(Dataset entries)
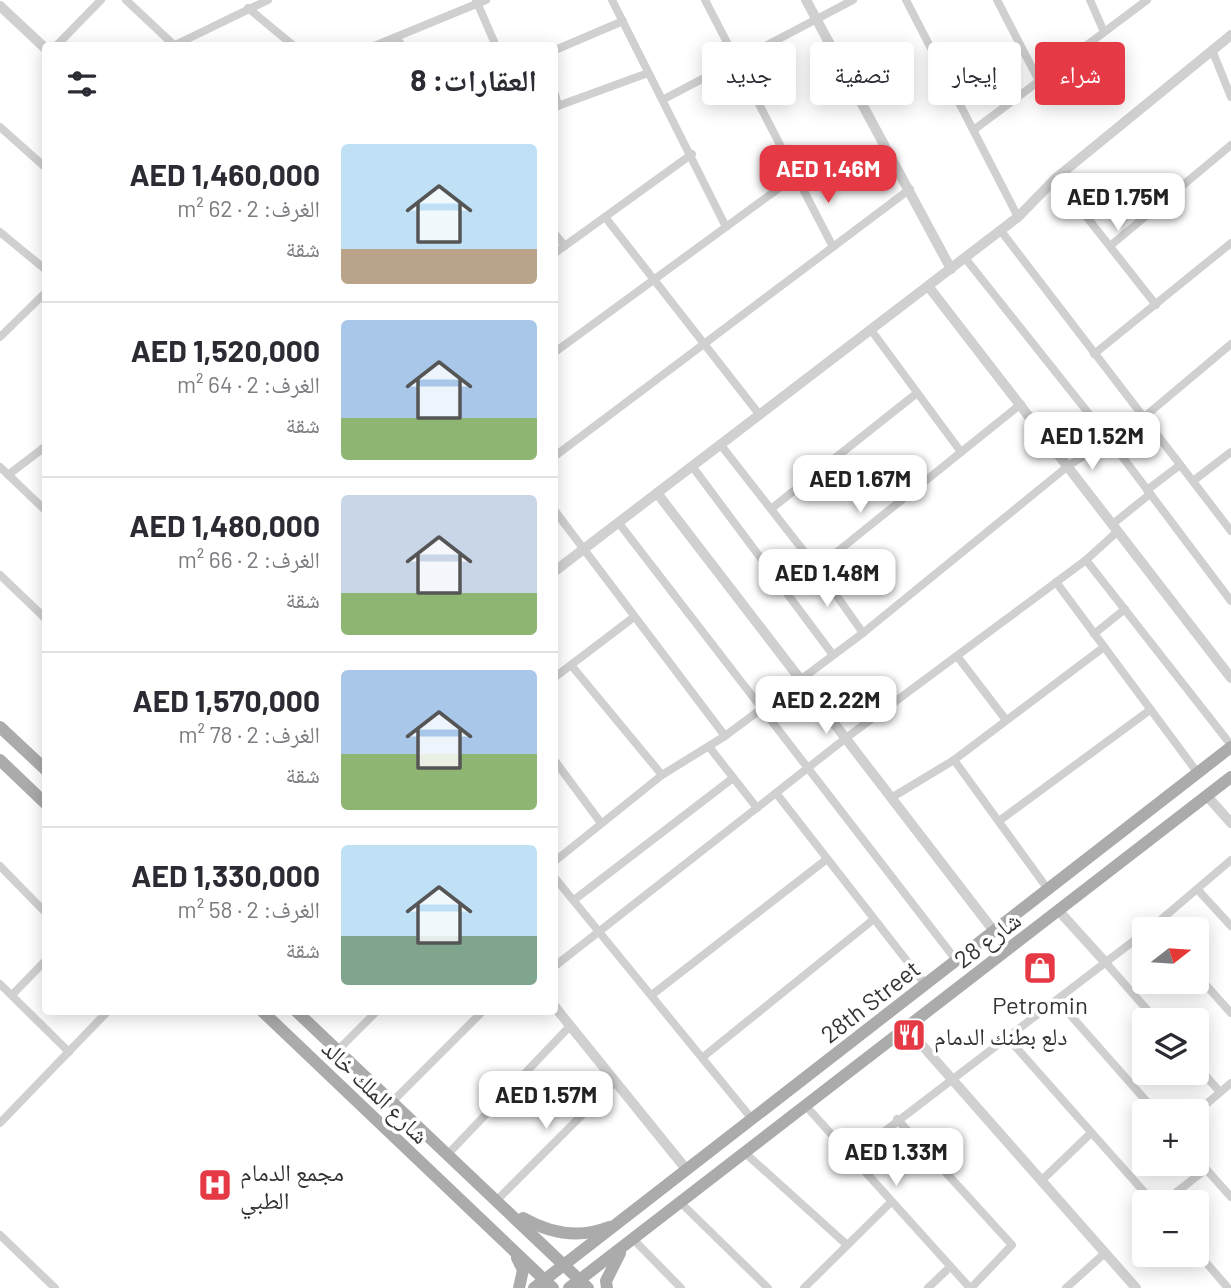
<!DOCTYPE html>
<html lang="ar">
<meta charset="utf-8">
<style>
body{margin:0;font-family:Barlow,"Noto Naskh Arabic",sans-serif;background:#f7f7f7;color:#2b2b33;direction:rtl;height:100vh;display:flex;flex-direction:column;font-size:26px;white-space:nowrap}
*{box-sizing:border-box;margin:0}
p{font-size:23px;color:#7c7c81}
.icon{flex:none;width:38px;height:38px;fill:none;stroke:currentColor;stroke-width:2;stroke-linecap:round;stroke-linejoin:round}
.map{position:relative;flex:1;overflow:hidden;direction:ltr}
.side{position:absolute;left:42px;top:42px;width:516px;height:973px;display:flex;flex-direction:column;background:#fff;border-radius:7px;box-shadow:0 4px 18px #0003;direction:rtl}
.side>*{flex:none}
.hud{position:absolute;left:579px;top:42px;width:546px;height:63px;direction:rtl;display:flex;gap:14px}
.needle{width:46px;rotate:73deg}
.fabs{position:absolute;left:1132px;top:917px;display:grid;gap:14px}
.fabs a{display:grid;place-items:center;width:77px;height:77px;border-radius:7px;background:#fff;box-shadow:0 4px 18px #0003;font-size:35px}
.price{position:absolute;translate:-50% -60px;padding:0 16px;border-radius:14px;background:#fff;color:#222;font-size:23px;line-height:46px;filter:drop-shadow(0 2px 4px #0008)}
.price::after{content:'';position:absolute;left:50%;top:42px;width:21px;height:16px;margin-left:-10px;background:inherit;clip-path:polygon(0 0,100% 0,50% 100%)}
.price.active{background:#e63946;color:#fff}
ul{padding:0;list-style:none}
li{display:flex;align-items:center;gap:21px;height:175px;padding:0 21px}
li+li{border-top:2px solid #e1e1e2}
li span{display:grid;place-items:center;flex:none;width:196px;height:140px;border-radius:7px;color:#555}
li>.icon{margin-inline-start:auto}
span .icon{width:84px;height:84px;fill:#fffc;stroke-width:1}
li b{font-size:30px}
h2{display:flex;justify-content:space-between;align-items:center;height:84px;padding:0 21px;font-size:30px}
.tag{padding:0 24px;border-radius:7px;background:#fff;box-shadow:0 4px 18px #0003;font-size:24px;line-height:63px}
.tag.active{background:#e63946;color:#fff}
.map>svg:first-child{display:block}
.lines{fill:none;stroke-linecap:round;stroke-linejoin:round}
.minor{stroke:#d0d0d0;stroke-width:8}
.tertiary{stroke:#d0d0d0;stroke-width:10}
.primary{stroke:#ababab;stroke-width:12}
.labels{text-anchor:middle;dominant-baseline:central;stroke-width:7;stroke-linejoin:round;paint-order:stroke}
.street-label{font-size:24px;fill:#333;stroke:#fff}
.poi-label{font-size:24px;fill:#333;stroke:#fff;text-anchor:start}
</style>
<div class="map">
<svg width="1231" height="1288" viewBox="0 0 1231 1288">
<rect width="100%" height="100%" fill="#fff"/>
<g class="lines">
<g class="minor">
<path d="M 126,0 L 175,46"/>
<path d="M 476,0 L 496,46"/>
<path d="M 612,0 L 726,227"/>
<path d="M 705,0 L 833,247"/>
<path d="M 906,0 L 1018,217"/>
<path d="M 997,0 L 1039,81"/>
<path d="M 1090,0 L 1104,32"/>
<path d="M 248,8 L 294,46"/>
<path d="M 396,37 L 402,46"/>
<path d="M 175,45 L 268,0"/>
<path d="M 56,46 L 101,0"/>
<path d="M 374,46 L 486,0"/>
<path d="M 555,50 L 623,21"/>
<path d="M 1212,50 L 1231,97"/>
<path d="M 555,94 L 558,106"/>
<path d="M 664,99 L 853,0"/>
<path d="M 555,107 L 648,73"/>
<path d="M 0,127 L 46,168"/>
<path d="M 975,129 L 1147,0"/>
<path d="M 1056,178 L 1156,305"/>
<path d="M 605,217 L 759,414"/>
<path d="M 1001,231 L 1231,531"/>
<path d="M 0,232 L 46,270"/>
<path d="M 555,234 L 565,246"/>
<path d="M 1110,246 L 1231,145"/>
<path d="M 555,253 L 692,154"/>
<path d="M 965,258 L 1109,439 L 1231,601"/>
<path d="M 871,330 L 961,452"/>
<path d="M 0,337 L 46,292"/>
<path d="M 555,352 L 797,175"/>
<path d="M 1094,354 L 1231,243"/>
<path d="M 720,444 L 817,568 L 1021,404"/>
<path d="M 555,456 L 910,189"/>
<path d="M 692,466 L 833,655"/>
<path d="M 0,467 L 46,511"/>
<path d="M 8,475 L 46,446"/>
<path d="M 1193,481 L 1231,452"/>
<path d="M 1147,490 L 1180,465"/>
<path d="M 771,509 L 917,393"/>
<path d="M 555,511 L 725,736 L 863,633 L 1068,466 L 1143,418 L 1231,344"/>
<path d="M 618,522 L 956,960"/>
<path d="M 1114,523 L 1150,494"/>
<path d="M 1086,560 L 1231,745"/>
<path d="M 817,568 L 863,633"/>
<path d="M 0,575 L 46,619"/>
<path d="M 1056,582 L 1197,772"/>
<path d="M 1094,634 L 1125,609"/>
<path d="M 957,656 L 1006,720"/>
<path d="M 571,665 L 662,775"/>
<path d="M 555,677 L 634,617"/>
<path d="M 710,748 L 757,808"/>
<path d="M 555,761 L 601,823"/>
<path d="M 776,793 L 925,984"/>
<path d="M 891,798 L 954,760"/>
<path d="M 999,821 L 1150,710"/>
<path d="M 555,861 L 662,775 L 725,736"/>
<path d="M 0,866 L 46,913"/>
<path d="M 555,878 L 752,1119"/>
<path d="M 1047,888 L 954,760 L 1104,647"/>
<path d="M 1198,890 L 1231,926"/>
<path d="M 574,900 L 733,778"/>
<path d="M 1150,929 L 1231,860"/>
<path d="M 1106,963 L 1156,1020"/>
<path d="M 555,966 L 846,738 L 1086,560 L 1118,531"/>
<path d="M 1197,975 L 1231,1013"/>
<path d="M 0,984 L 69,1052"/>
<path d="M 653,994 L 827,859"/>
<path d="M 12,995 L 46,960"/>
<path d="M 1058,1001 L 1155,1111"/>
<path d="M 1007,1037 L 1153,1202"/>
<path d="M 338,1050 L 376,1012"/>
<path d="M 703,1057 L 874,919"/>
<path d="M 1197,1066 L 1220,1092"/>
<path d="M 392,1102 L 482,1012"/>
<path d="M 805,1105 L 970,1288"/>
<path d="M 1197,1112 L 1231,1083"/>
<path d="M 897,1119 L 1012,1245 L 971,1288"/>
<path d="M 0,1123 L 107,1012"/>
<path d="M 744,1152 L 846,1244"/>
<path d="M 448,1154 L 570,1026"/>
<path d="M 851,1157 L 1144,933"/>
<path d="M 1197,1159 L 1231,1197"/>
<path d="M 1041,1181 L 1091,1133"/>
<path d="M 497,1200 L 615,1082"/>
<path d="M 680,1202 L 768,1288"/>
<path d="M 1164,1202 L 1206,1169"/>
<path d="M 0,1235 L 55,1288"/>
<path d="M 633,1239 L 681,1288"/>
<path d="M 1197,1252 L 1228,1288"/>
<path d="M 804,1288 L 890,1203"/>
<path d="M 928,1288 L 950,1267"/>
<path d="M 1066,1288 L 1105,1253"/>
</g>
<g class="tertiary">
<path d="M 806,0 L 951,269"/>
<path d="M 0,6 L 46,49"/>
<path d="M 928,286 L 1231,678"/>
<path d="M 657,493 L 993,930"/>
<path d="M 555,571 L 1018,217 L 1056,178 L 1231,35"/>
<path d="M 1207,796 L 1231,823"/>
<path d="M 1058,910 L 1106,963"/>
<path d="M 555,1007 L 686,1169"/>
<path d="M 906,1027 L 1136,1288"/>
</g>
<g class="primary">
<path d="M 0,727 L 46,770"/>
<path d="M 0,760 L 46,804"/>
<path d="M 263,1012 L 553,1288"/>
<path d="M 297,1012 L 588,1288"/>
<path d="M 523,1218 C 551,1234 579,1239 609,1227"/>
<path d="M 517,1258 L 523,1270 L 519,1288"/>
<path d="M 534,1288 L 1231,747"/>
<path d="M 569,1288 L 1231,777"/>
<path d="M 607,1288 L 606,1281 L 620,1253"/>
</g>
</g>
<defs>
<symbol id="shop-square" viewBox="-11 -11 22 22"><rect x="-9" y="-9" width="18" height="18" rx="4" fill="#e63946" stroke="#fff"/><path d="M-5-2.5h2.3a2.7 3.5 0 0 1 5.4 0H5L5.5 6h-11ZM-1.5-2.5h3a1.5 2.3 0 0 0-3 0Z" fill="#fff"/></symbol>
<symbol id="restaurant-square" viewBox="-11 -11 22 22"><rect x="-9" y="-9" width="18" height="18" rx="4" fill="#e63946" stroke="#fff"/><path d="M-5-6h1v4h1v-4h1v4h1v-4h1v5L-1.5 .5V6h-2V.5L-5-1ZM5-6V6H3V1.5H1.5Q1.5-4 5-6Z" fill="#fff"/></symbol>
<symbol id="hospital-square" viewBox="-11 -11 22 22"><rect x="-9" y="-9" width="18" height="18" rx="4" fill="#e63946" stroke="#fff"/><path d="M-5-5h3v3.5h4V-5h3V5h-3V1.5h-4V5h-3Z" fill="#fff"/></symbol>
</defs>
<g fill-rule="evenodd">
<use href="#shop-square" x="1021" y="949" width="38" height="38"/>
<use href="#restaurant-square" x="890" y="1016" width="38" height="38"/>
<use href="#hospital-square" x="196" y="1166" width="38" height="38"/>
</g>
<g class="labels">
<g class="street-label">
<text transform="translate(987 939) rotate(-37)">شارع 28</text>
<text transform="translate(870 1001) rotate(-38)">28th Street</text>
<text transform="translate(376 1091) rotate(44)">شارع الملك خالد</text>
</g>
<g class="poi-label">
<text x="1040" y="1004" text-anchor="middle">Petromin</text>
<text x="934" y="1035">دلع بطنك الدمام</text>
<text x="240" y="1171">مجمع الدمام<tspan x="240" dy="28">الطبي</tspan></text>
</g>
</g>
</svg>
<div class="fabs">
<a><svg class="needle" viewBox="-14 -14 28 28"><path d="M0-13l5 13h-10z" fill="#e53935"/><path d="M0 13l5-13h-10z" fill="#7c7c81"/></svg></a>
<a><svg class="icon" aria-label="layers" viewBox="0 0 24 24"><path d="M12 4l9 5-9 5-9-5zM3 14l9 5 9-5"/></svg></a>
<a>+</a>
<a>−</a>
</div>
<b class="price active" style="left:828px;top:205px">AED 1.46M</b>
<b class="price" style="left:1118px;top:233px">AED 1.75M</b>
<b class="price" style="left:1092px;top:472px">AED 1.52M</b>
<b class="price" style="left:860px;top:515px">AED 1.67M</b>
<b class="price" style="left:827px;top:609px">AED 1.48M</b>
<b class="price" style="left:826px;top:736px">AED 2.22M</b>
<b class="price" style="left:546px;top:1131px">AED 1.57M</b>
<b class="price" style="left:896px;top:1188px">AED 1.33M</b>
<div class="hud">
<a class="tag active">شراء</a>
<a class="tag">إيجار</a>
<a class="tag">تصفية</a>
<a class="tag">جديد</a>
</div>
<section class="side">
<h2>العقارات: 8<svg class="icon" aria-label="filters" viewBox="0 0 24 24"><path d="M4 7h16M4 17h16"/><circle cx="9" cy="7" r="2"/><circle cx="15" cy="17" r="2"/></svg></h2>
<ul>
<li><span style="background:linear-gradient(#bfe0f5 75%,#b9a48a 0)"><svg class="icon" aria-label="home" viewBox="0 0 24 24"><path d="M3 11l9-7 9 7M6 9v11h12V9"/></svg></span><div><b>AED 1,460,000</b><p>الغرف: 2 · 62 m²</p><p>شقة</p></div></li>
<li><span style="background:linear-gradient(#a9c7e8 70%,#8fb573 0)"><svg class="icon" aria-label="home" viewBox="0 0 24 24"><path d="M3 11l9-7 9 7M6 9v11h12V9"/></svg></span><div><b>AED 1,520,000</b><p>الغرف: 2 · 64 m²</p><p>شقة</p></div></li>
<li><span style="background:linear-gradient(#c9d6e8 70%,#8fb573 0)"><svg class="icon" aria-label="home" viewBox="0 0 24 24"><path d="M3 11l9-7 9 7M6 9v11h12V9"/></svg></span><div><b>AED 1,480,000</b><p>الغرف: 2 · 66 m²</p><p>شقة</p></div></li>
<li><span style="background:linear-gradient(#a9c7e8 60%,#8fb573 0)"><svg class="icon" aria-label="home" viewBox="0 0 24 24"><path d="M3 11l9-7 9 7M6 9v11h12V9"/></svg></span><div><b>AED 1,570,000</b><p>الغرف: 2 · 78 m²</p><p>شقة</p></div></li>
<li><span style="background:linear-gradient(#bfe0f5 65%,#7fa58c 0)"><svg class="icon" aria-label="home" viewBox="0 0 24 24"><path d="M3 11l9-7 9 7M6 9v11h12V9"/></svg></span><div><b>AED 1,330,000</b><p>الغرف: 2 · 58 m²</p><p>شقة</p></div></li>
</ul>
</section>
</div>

**Task prompt**:
Scan the entries above and copy each line where "linecap" occurs.

**Problem solution**:
.icon{flex:none;width:38px;height:38px;fill:none;stroke:currentColor;stroke-width:2;stroke-linecap:round;stroke-linejoin:round}
.lines{fill:none;stroke-linecap:round;stroke-linejoin:round}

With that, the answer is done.